Answer:
The speed of the blood in the region of the aorta with plaque buildup is approximately 15.73 cm/s.
Step-by-step explanation:
To solve this problem, we can use the principle of the continuity equation, which states that the flow rate of fluid is constant in a closed system. The formula for the continuity equation is:
A1 * V1 = A2 * V2
Where:
A1 = cross-sectional area at the first point (before plaque buildup)
V1 = velocity at the first point
A2 = cross-sectional area at the second point (with plaque buildup)

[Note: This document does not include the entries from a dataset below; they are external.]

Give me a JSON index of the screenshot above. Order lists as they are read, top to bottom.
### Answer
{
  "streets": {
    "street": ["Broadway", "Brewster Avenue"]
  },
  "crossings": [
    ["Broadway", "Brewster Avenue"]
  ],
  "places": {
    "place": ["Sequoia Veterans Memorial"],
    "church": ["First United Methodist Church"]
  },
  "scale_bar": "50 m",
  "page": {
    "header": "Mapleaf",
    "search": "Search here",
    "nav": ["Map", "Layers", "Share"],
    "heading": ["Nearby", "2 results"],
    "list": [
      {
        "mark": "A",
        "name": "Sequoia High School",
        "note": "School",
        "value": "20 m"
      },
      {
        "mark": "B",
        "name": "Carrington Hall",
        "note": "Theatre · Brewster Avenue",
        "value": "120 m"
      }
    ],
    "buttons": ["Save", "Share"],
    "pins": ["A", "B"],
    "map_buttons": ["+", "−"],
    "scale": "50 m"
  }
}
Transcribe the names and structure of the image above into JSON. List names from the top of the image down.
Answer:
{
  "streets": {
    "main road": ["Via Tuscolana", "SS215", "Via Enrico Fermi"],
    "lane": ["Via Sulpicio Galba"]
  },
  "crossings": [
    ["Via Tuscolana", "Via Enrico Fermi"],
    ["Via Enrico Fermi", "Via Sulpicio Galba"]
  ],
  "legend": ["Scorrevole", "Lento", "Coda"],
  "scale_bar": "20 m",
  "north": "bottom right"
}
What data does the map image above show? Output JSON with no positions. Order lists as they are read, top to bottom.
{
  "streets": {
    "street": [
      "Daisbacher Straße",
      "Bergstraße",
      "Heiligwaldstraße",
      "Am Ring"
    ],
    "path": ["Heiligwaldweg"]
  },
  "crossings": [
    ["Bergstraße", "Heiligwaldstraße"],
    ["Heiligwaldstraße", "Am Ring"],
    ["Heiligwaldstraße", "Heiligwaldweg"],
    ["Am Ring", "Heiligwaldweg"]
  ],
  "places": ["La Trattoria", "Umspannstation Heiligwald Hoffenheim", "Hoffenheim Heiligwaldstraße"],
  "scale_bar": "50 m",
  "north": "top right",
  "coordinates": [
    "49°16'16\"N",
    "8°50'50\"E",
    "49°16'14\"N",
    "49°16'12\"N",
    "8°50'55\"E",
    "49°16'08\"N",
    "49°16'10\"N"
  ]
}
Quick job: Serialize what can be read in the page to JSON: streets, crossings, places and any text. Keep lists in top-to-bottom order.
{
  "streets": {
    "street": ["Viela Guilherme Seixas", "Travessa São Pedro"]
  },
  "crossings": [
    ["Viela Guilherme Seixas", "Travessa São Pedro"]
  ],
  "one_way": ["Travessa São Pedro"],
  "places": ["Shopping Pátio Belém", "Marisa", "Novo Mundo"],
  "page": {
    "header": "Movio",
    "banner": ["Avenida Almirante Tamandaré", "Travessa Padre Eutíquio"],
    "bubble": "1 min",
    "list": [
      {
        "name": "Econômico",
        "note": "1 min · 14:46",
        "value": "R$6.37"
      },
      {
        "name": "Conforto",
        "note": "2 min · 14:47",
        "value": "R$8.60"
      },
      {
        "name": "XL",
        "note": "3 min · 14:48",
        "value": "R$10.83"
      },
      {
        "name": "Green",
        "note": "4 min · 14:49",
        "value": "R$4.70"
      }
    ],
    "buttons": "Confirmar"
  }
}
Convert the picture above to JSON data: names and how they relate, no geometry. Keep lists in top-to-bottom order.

V2 = velocity at the second point (what we need to find)
We are given:
Diameter at the first point = 1.8 cm
Diameter at the second point = 1.2 cm
Velocity at the first point = 22 cm/s
First, we need to calculate the cross-sectional areas at the two points using the formula for the area of a circle:
Area = π * (radius)^2
At the first point:
Radius = (diameter/2) = 0.9 cm
A1 = π * (0.9 cm)^2
At the second point:
Radius = (diameter/2) = 0.6 cm
A2 = π * (0.6 cm)^2
Now we can substitute the values into the continuity equation:
A1 * V1 = A2 * V2
(π * (0.9 cm)^2) * 22 cm/s = (π * (0.6 cm)^2) * V2
(0.81π) * 22 cm/s = (0.36π) * V2
17.82 cm/s = 0.36π * V2
V2 = 17.82 cm/s / (0.36π)
V2 ≈ 15.73 cm/s
Therefore, the speed of the blood in the region of the aorta with plaque buildup is approximately 15.73 cm/s.